Hace años que los abuelos se fueron,
huyendo del pan duro, del hambre,
de la voz del amo que mandaba,
de la vida encogida entre murmullos de un pueblo pobre.
La ciudad fue promesa, fiebre de luces,
se quedaron atrás los surcos de la memoria
en el campo, vacío, que no vaciado,
sin cuerpos que aviven ni vacas, ni niños,
ni el fuego de la vieja casa.
El pasto perdió quien lo segara,
los rebaños duermen enjaulados por el lucro,
el monte se puebla de olvido, no porque
manos ecológicas nieguen leña,
es que ya nadie la busca,
porque ya nadie vive en el pueblo,
nadie deja ya su sombra en la cuneta.
No hay ley que prohíba el ramalazo en la maleza,
ni gesto que impida el corte de la broza seca:
sólo la ausencia, la renuncia,
el dinero que nunca llega desde la ciudad,
la montaña devorada por sí misma.
No hay gente, no hay pastor,
a nadie le renta el surco para la patata.

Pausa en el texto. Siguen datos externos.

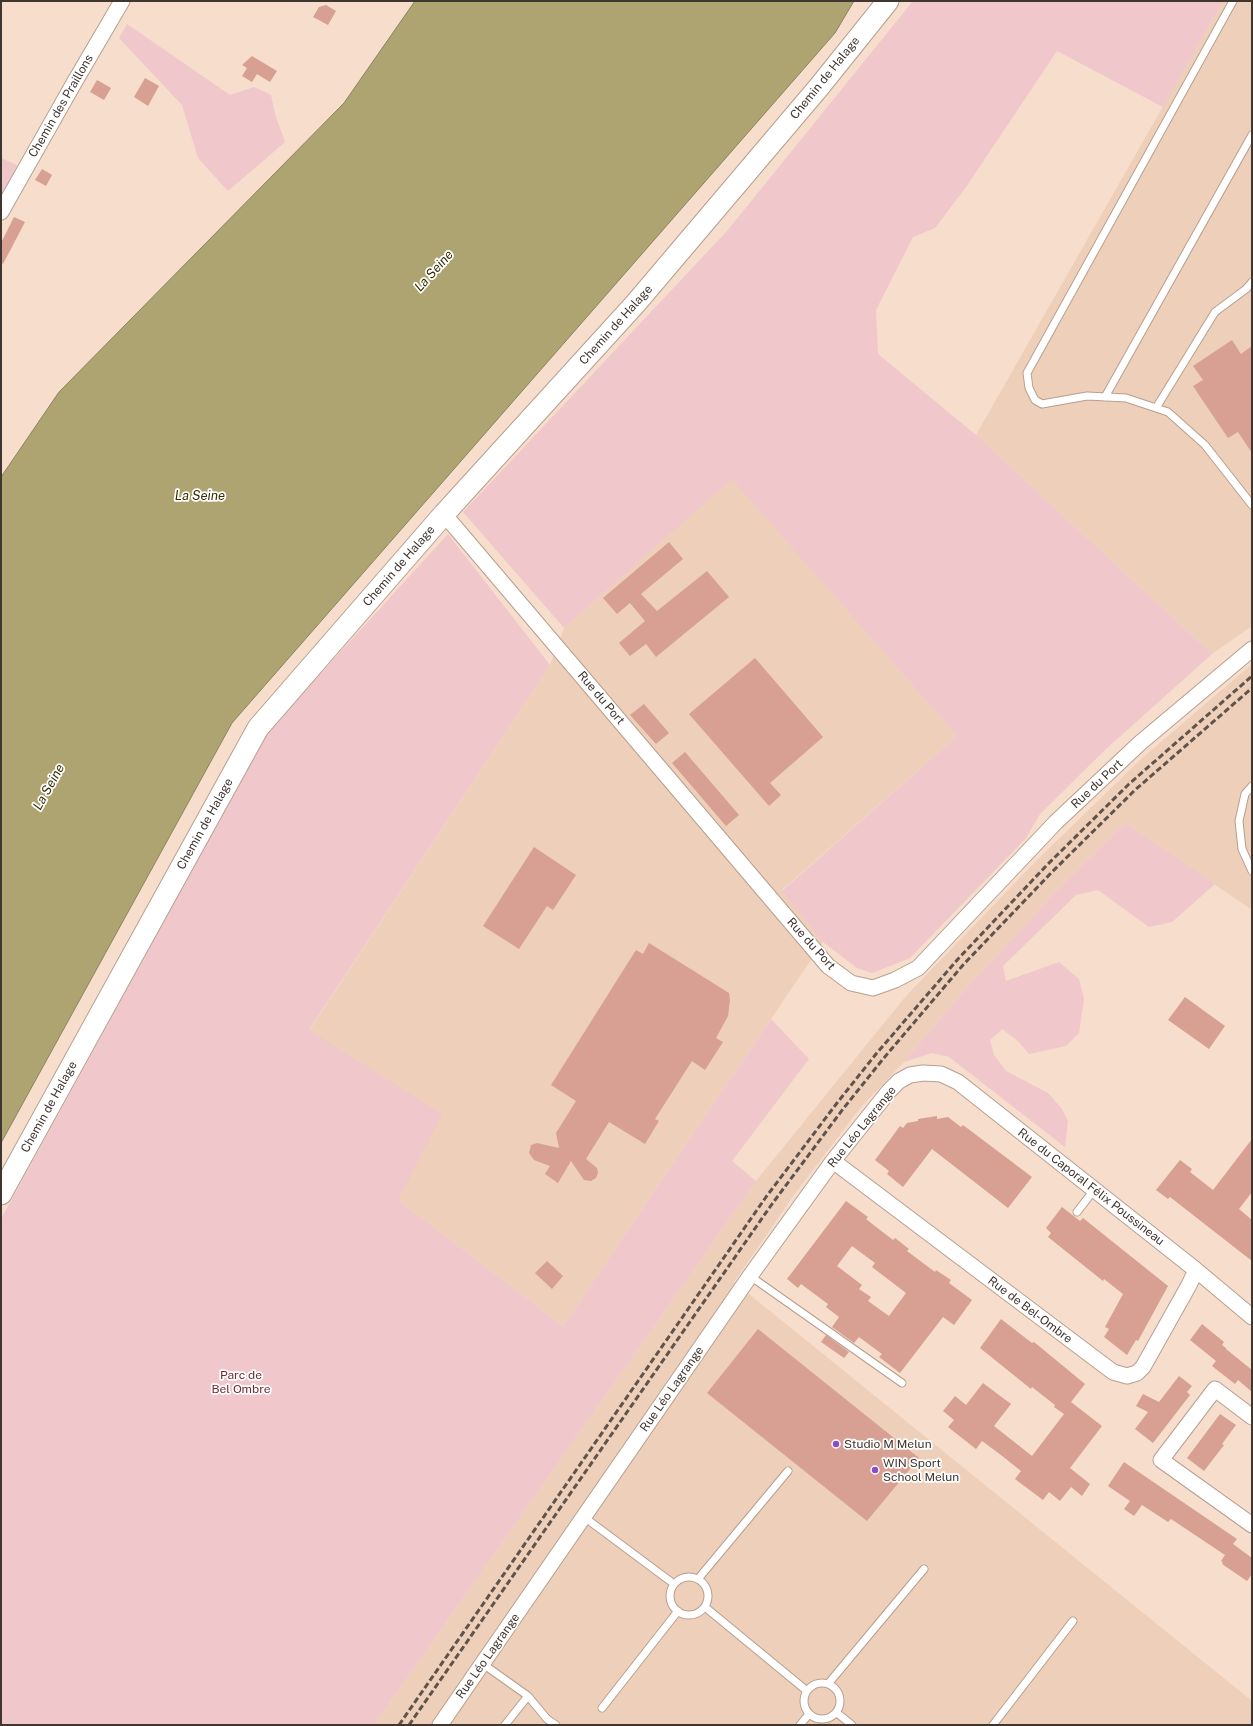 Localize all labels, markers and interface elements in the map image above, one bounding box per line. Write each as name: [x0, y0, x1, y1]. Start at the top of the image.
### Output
street label: Chemin de Halage: [787, 34, 863, 122]
street label: Chemin des Praillons: [26, 52, 96, 160]
water label: La Seine: [411, 247, 457, 295]
street label: Chemin de Halage: [576, 282, 656, 368]
water label: La Seine: [175, 488, 225, 504]
street label: Chemin de Halage: [360, 523, 438, 609]
street label: Rue du Port: [575, 668, 627, 728]
street label: Rue du Port: [1068, 756, 1126, 812]
water label: La Seine: [30, 761, 68, 813]
street label: Chemin de Halage: [174, 776, 236, 872]
street label: Rue du Port: [784, 915, 838, 973]
street label: Chemin de Halage: [18, 1059, 80, 1155]
street label: Rue Léo Lagrange: [825, 1083, 899, 1171]
street label: Rue du Caporal Félix Poussineau: [1015, 1125, 1167, 1249]
street label: Rue de Bel-Ombre: [985, 1274, 1075, 1346]
street label: Rue Léo Lagrange: [637, 1344, 707, 1434]
park label: Parc de Bel Ombre: [211, 1368, 271, 1396]
place label: Studio M Melun: [844, 1437, 932, 1451]
marker: Studio M Melun: [831, 1439, 841, 1449]
place label: WIN Sport School Melun: [883, 1456, 959, 1484]
marker: WIN Sport School Melun: [870, 1465, 880, 1475]
street label: Rue Léo Lagrange: [453, 1611, 523, 1701]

La tierra heredada, subarrendada a monstruos
que la tragarán con agua y con trigo,
y que, satisfechos, luego se marcharán
igual que vinieron.
Pero tú, que sólo vuelves una vez al año,
embriagado de ruido, del brillo del coche reciente,
quieres regresar a un tiempo bordado
en la mentira, sin dar el paso,
sin mancharte de estiércol el zapato.
Si amas el pueblo, cuídalo, y si no lo haces,
al menos, piensa: a quién entregas tu voto.
Los fuegos pequeños arden con palabras verdaderas.